Problem. Report only the number of lines below in which the string "song" appears.

□ □ □ □

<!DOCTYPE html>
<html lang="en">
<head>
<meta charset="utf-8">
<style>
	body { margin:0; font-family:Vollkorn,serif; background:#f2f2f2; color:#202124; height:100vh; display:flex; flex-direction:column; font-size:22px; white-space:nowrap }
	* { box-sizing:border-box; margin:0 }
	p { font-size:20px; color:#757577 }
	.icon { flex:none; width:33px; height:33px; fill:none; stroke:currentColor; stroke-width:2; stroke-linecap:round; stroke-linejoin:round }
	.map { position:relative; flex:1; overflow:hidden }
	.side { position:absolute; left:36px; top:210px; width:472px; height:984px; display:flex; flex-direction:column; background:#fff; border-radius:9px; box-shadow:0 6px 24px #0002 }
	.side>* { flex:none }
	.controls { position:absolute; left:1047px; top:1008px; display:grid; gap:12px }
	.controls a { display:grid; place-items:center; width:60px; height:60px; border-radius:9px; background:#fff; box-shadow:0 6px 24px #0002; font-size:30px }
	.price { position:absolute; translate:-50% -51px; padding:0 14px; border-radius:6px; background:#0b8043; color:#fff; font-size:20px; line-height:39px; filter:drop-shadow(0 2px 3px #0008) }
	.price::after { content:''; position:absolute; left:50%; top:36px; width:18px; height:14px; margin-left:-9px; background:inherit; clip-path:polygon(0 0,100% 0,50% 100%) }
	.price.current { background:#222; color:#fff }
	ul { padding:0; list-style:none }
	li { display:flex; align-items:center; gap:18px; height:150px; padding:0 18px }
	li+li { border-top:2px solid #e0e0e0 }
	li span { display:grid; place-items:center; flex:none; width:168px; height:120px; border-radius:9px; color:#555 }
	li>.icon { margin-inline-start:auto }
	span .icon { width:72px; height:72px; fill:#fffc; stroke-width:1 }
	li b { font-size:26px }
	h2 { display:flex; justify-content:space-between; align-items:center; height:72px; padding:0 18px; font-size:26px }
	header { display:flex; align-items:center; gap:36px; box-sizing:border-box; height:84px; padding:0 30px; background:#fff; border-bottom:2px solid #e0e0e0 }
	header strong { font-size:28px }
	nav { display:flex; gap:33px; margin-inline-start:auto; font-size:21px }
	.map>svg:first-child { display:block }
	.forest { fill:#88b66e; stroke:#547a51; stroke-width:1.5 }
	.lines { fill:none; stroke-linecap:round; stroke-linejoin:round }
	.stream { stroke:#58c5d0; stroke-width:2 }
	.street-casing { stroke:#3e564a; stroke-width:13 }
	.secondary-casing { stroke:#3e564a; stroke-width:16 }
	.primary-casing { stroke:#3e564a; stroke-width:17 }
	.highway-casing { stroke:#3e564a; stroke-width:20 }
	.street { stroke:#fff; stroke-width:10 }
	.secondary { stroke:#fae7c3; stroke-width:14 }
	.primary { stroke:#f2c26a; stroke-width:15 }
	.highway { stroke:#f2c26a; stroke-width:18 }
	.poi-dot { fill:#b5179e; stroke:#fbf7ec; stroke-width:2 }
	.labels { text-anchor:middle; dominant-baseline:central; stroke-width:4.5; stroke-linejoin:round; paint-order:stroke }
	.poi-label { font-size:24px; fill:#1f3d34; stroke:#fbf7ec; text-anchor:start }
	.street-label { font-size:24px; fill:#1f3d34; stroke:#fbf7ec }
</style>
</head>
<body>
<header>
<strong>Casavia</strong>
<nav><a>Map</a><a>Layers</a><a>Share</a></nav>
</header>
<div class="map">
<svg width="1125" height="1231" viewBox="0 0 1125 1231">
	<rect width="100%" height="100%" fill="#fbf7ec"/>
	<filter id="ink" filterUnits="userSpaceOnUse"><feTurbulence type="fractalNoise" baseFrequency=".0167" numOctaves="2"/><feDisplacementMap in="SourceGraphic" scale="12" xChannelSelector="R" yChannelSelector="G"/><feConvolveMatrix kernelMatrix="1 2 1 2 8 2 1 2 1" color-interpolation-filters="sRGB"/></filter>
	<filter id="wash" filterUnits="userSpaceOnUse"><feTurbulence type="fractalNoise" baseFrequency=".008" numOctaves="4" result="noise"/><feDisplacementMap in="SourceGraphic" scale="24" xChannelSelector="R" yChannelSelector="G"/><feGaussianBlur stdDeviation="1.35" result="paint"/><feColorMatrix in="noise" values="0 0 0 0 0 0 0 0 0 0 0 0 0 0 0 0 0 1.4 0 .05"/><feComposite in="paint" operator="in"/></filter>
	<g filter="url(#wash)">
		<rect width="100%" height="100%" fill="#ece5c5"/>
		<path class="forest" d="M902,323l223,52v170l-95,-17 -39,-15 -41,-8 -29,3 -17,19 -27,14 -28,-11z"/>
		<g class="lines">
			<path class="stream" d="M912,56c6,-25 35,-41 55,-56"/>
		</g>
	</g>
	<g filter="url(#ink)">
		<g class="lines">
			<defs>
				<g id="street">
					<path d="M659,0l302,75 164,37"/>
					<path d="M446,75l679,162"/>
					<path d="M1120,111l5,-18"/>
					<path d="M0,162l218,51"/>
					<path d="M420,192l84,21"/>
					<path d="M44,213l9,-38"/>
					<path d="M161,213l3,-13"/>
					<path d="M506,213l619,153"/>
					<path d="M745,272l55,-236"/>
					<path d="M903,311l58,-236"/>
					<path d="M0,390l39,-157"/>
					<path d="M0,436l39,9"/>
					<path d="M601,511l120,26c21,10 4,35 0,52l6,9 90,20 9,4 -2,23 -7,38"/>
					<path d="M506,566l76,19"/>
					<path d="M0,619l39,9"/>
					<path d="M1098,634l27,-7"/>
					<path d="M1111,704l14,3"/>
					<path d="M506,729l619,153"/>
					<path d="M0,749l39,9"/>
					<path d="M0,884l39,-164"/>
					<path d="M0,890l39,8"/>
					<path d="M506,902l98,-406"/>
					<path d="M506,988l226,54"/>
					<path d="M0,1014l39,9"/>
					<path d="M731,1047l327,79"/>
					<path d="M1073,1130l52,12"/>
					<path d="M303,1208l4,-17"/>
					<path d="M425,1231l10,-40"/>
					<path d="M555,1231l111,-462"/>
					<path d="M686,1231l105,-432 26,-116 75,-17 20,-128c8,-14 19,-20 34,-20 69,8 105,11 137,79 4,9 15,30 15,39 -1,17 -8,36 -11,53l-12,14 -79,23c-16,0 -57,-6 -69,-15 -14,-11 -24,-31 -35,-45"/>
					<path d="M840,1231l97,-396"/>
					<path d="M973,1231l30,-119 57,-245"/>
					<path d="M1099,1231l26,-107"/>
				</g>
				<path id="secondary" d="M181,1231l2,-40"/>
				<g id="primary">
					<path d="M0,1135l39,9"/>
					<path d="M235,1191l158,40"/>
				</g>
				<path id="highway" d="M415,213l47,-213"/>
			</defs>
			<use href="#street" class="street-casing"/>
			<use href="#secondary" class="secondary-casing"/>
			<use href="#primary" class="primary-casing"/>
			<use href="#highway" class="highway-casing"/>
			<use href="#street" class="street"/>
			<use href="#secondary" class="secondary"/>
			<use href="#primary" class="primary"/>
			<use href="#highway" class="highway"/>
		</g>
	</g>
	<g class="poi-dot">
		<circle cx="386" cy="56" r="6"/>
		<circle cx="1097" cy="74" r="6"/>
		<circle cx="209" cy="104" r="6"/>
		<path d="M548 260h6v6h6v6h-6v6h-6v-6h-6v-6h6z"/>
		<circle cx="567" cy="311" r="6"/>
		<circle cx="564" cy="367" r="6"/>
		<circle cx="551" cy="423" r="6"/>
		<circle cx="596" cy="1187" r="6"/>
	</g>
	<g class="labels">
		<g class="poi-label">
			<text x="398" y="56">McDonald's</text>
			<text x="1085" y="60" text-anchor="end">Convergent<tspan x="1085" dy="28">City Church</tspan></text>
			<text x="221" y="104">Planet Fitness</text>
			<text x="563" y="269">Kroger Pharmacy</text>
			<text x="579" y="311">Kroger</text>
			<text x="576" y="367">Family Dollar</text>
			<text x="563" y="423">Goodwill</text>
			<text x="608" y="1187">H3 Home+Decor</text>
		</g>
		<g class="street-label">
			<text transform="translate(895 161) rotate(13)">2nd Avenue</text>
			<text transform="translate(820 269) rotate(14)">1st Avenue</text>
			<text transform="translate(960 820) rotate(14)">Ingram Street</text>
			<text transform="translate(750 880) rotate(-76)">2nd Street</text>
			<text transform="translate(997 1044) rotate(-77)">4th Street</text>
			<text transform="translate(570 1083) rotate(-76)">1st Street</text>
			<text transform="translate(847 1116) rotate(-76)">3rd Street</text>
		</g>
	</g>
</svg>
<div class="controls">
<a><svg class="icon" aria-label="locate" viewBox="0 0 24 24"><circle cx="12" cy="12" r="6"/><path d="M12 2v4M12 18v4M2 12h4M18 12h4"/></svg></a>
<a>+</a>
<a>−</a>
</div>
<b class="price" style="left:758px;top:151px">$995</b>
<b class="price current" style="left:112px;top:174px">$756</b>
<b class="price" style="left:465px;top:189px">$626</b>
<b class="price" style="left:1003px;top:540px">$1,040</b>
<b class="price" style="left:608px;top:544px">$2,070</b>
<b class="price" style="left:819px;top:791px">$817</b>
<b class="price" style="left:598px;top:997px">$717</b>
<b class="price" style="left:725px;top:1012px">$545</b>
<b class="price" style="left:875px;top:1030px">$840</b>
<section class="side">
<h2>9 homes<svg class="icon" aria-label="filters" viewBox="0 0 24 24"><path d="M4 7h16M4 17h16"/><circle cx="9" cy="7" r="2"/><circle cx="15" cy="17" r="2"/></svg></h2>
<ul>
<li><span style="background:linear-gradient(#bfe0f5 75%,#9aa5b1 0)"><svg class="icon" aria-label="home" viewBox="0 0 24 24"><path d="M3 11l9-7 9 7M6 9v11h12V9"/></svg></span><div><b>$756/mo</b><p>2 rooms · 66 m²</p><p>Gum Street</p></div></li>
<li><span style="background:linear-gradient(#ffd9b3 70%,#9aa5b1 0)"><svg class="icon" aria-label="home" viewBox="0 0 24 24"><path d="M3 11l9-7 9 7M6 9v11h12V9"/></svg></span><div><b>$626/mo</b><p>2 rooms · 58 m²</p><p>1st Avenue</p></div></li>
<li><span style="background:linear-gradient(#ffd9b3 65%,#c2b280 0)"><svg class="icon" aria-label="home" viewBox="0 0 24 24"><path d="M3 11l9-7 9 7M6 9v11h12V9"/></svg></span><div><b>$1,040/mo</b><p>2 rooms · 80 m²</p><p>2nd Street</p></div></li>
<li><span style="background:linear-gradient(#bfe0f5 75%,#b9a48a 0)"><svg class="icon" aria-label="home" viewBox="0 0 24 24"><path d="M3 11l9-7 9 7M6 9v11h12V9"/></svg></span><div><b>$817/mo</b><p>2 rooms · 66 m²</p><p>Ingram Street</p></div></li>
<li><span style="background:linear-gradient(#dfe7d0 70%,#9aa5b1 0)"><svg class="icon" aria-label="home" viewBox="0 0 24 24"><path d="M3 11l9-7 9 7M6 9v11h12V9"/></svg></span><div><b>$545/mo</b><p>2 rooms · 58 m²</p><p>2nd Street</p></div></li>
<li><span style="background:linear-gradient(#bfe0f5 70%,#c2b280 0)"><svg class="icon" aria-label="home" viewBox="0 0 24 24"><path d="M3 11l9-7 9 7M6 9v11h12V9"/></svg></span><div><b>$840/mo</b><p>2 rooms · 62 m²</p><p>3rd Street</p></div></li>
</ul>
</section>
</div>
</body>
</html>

□ □ □ □

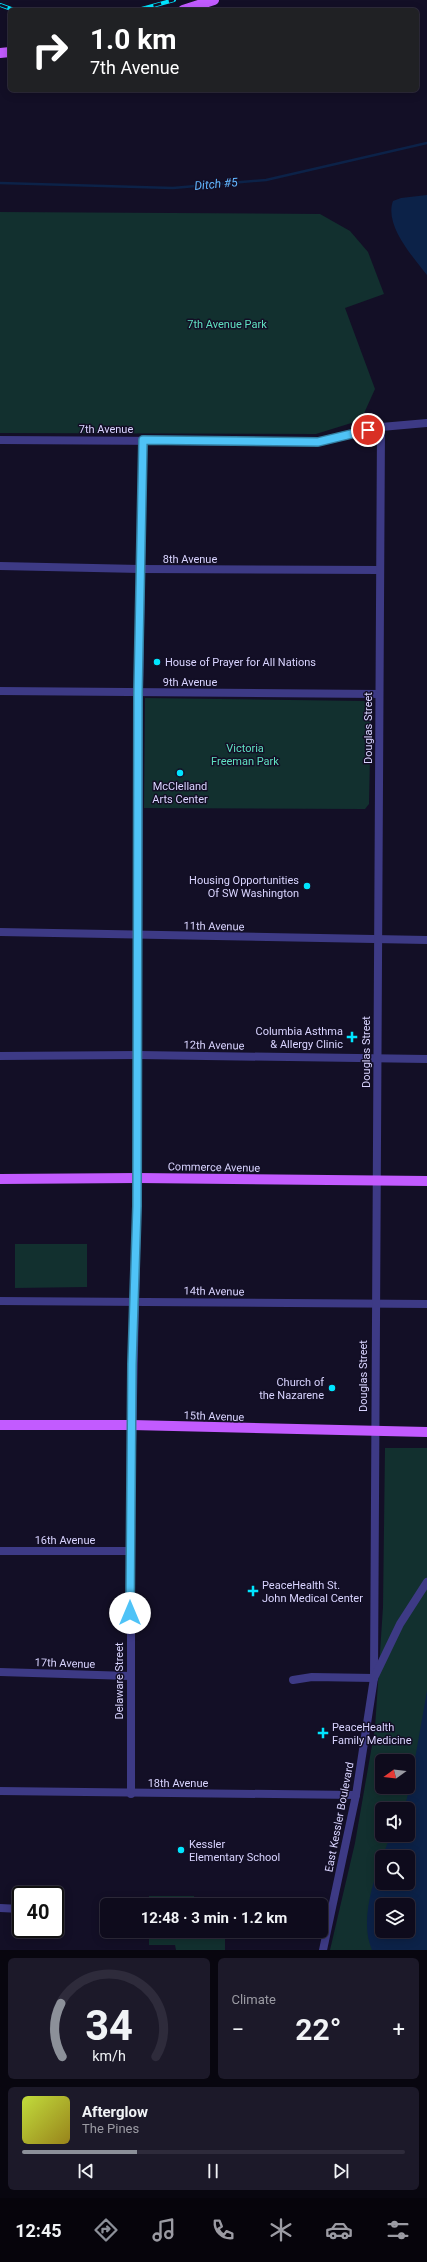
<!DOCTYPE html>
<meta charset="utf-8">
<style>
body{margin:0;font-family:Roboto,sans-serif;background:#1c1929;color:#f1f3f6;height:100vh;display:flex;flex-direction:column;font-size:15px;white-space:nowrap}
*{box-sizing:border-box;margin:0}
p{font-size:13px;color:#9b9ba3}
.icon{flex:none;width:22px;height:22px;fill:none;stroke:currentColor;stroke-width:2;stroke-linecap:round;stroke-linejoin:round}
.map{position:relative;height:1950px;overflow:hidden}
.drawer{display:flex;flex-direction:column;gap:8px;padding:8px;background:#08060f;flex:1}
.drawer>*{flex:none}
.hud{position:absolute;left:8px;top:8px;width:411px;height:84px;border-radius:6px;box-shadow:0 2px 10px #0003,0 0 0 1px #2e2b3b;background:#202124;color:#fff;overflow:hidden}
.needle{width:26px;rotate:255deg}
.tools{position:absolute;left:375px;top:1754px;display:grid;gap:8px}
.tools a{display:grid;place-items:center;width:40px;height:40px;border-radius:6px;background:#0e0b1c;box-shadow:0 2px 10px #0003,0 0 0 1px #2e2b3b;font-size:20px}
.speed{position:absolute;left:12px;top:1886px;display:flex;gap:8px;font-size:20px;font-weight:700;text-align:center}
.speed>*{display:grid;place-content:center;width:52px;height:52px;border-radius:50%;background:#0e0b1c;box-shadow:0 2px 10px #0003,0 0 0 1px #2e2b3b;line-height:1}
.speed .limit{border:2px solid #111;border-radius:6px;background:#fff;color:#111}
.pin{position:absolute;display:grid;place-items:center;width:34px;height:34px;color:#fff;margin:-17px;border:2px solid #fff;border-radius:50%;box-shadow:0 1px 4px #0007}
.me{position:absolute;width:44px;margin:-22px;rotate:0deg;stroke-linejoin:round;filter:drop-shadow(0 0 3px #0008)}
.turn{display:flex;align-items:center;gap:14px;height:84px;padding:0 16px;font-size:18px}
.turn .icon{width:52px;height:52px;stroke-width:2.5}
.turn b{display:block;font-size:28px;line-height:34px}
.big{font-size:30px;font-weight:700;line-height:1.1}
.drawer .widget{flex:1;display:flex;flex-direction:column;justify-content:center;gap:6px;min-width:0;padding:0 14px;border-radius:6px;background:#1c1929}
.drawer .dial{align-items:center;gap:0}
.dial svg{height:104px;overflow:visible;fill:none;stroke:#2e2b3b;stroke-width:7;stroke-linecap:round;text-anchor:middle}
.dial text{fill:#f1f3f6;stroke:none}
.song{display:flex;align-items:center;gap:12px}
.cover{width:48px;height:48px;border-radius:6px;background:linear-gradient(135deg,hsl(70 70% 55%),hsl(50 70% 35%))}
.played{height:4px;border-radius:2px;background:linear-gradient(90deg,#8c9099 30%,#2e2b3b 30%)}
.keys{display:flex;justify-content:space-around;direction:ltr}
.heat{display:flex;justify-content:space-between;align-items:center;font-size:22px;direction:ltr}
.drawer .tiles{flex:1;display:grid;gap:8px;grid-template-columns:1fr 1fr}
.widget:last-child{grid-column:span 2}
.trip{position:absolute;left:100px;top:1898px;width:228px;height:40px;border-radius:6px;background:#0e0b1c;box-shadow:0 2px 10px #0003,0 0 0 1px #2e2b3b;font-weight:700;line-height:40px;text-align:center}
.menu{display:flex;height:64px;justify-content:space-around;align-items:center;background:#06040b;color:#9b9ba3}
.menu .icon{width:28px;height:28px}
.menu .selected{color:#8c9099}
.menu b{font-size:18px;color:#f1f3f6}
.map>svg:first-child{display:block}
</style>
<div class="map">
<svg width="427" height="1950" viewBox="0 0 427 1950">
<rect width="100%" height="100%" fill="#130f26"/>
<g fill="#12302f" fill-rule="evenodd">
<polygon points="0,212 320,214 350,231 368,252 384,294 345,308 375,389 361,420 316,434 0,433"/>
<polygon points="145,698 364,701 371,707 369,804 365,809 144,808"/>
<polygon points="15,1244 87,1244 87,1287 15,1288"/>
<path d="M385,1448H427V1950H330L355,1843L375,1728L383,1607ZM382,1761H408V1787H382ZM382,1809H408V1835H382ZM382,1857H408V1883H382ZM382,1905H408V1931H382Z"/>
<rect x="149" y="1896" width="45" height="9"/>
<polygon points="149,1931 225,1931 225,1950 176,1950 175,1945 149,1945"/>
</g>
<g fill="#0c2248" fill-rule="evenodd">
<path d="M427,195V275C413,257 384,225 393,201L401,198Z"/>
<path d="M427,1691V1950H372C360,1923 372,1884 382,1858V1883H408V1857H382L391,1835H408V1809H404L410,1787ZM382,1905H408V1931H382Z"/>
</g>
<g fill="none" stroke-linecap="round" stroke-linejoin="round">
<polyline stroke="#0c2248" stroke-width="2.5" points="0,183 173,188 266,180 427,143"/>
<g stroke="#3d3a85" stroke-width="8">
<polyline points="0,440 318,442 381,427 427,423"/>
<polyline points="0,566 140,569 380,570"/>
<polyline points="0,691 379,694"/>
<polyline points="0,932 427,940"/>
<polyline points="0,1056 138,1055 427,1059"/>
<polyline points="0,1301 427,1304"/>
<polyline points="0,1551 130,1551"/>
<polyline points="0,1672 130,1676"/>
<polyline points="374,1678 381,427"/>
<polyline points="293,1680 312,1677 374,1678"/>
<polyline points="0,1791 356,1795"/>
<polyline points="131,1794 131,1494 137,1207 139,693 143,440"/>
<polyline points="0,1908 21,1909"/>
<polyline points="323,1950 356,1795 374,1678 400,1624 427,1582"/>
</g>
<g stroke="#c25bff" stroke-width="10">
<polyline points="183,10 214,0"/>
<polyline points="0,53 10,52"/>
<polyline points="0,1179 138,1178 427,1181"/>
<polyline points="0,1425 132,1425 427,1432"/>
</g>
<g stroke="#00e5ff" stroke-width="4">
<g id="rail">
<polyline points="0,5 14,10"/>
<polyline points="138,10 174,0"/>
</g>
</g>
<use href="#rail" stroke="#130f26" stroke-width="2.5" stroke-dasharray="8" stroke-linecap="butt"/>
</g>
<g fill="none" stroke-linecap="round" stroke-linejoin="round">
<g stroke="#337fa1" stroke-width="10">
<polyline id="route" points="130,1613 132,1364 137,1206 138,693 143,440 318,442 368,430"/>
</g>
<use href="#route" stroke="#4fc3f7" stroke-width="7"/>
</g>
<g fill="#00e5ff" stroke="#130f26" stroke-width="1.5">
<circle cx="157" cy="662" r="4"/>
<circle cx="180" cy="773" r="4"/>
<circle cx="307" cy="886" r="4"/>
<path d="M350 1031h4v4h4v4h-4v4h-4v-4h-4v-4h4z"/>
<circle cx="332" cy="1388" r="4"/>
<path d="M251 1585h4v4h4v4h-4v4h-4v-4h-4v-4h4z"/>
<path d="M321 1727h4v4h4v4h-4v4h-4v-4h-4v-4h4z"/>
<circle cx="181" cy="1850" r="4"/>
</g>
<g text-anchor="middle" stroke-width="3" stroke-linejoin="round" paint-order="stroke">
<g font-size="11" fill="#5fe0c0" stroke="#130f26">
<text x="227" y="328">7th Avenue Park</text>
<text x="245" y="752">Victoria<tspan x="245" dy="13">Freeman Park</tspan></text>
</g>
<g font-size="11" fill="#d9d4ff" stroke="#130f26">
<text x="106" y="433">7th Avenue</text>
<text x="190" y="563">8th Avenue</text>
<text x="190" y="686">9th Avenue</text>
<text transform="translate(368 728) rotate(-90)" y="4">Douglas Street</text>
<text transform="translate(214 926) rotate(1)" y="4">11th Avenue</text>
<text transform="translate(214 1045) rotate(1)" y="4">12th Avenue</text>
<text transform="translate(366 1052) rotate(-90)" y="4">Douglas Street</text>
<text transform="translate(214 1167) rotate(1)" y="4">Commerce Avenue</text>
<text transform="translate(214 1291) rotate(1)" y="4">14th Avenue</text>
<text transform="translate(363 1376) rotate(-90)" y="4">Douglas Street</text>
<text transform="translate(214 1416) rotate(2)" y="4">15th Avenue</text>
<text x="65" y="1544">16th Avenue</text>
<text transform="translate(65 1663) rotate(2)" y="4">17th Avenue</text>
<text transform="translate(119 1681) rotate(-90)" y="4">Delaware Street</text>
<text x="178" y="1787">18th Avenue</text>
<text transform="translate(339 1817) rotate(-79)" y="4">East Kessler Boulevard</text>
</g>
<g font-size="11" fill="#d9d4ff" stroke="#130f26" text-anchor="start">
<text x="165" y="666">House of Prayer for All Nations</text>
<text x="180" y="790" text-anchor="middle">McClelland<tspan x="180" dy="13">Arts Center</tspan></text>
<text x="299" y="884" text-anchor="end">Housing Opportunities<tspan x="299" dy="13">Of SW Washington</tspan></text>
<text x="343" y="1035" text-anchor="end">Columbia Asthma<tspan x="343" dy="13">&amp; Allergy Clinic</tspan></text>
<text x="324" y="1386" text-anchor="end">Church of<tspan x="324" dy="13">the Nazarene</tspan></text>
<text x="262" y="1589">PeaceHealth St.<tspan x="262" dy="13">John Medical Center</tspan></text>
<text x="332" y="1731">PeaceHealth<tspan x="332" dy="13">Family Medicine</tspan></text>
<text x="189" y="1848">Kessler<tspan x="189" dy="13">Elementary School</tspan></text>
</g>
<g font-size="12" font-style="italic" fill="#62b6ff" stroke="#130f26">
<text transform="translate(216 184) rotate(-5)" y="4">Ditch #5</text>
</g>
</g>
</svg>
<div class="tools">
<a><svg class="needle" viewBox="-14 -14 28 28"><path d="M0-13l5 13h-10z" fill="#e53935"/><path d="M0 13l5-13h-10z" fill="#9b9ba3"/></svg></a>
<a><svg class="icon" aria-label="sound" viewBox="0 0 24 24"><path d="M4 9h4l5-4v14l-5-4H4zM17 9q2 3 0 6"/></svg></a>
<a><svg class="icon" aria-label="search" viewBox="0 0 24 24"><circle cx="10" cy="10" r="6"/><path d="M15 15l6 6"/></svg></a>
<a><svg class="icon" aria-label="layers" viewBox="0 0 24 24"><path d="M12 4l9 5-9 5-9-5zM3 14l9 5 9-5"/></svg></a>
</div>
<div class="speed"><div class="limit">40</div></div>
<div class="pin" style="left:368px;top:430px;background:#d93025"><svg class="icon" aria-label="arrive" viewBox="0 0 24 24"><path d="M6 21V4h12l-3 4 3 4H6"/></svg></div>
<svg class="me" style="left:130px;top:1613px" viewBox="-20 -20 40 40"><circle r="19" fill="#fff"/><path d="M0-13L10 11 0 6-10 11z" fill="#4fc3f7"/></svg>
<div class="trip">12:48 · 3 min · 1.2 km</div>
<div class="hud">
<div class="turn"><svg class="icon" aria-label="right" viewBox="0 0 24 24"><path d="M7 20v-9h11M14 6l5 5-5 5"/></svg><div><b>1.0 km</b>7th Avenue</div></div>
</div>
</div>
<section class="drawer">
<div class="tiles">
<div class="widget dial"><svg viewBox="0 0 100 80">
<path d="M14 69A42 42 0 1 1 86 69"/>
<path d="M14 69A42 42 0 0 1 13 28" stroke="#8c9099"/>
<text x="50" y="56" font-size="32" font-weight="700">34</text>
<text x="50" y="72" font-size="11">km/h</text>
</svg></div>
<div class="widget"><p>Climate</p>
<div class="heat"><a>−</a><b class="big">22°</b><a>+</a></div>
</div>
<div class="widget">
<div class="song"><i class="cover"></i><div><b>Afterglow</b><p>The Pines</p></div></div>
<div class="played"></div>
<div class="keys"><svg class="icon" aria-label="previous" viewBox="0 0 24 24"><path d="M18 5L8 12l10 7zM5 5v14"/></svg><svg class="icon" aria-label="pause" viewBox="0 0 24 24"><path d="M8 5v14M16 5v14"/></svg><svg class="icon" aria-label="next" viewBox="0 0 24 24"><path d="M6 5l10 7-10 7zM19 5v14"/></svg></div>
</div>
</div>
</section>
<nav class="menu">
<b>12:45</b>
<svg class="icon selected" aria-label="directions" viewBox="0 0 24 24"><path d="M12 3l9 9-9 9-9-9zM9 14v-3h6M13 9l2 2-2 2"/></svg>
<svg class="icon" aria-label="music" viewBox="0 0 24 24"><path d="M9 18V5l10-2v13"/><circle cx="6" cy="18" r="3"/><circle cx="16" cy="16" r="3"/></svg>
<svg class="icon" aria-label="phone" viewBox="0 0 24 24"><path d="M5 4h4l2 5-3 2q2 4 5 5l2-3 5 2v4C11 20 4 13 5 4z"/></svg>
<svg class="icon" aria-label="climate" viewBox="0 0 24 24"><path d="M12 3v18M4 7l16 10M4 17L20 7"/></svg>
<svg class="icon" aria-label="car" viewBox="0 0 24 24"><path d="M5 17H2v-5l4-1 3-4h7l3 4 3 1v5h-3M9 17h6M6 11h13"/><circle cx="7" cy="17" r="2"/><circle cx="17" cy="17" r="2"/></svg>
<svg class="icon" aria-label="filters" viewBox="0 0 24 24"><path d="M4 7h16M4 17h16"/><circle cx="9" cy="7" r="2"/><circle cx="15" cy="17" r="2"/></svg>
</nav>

□ □ □ □

The answer. 2